HIV/AIDS TREATMENT AND QUALITY OF CARE - Measuring
and Improving Compliance With Practice Guidelines
Description: The plan increased its rate of
compliance with HIV/AIDS guidelines by developing
an HIV/AIDS treatment protocol manual and distributing
it to providers. This was followed by various forms
of education outreach, including newsletter articles,
education seminars, a phone consultation service for
providers and an HIV/AIDS health fair booth.
IMPROVING PEDIATRIC ASTHMA OUTCOMES - Systematically
Strengthening Interventions
Description: Over a two-year period, this plan
decreased pediatric hospitalizations and emergency
room visits related to asthma, while increasing the
appropriate use of anti-inflammatory medications.
The effort sought to reduce barriers to care through
a program of member and practitioner education.

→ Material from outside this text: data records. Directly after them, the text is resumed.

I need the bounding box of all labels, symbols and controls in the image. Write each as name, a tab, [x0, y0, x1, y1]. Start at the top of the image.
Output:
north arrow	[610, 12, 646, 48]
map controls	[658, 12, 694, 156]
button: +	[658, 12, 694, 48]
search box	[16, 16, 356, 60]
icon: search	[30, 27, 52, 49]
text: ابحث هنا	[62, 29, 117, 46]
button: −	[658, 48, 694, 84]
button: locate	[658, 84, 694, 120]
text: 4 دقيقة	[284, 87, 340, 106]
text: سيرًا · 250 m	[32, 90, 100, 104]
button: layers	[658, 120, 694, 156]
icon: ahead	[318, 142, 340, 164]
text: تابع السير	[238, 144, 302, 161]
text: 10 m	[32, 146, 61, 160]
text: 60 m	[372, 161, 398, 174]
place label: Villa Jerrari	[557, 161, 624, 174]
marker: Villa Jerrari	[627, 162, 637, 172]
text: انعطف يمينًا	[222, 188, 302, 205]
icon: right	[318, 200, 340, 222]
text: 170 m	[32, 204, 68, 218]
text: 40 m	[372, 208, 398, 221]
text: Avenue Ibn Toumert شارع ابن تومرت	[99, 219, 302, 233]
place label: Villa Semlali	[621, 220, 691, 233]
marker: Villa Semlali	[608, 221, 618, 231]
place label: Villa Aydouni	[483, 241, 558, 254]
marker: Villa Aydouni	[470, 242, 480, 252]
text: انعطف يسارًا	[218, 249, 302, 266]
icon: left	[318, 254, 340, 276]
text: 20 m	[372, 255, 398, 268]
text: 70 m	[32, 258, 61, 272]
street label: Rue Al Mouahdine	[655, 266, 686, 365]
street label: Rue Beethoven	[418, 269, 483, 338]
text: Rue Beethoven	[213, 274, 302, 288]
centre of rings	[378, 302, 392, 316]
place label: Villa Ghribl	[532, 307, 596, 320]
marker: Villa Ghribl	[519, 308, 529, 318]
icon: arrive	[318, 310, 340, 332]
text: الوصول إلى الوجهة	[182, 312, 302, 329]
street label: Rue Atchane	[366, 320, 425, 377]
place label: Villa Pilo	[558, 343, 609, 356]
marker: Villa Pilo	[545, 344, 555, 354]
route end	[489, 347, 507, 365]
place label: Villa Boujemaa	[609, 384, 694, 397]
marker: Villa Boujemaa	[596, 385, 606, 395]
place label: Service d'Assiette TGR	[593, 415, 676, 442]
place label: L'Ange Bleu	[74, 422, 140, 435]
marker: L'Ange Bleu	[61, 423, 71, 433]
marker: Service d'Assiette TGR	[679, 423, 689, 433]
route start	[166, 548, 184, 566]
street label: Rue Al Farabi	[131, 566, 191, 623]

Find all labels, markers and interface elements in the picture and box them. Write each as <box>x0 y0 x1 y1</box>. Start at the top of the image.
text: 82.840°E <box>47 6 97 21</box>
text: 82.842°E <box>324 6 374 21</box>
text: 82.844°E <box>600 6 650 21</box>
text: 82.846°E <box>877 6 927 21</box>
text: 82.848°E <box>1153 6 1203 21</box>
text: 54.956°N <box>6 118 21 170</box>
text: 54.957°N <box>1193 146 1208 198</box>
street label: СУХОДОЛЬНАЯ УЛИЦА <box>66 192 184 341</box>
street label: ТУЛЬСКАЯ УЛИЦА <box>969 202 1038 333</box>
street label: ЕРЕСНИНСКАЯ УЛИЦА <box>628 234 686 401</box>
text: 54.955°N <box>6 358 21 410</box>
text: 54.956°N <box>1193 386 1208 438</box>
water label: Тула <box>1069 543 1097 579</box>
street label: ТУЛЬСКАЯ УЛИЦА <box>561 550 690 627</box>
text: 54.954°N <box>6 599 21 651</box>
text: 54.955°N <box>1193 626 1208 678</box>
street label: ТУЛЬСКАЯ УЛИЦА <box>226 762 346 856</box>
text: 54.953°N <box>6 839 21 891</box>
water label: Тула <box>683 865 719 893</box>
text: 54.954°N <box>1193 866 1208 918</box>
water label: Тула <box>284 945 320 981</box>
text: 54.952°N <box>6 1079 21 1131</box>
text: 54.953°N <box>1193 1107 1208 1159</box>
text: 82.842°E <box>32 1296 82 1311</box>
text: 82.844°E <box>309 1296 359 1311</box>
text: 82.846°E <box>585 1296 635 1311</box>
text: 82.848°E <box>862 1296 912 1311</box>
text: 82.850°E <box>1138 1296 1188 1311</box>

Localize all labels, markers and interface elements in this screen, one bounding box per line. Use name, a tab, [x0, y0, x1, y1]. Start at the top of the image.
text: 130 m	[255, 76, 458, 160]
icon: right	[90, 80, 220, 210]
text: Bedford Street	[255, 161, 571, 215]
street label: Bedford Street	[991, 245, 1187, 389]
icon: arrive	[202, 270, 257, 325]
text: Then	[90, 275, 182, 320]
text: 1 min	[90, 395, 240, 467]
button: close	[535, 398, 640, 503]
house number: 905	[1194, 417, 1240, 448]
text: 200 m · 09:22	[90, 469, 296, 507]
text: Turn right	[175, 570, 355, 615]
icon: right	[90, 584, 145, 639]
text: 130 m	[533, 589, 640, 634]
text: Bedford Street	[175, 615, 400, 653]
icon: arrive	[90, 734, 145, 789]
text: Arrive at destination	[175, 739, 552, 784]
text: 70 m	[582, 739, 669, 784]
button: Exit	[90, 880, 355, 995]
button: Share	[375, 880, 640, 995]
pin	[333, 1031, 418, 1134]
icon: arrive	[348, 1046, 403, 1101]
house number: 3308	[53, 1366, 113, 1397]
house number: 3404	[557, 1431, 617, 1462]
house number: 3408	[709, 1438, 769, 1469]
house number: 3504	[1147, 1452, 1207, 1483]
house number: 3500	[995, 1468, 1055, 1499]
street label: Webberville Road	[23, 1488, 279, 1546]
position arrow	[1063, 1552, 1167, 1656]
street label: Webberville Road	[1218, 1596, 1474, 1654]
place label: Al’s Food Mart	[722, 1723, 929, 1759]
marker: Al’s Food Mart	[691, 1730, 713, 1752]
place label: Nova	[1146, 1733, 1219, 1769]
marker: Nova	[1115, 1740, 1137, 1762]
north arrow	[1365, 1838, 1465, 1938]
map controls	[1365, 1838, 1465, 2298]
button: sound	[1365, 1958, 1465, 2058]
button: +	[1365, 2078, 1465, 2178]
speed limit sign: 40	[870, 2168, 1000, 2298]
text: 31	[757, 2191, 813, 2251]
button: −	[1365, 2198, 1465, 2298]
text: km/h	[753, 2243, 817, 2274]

PEDIATRIC ASTHMA - Refining an Effort With Annual
Barrier Analysis
Description: To address access and education
issues, this plan designed and implemented a wide-ranging
series of initiatives, including coverage of spacers
and peak flow meters, free copayment coupons to parents
attending asthma classes, updated guidelines and physician
education seminars.
SECONDARY PREVENTION OF CORONARY ARTERY DISEASE
- Targeting Lipid Management With Strong Interventions
Description: To improve the care of members
with a history of coronary artery disease, this plan
sought to boost rates in three key measures of cardiac
care: 1) low-density lipoprotein (LDL) measurement,
2) LDL control to less than 130 mg/dL, and 3) total
cholesterol/high-density lipoprotein (HDL) ratio of
less than six. To this end, the plan trained clinic
staff on new care guidelines, while adding a more
powerful lipid-lowering drug to the plan formulary.
Patient tracking was also enhanced.
TREATMENT OF ACUTE SINUSITIS - Optimizing Antibiotic
Therapy
Description: This initiative sought to optimize
this plan's prescription of antibiotics to sinusitis
patients. The intervention program reached providers
through a clinical practice guideline, a drug evaluation
program and mailings. In addition, the plan developed
a targeted mailing for sinusitis patients and offered
free educational materials to members.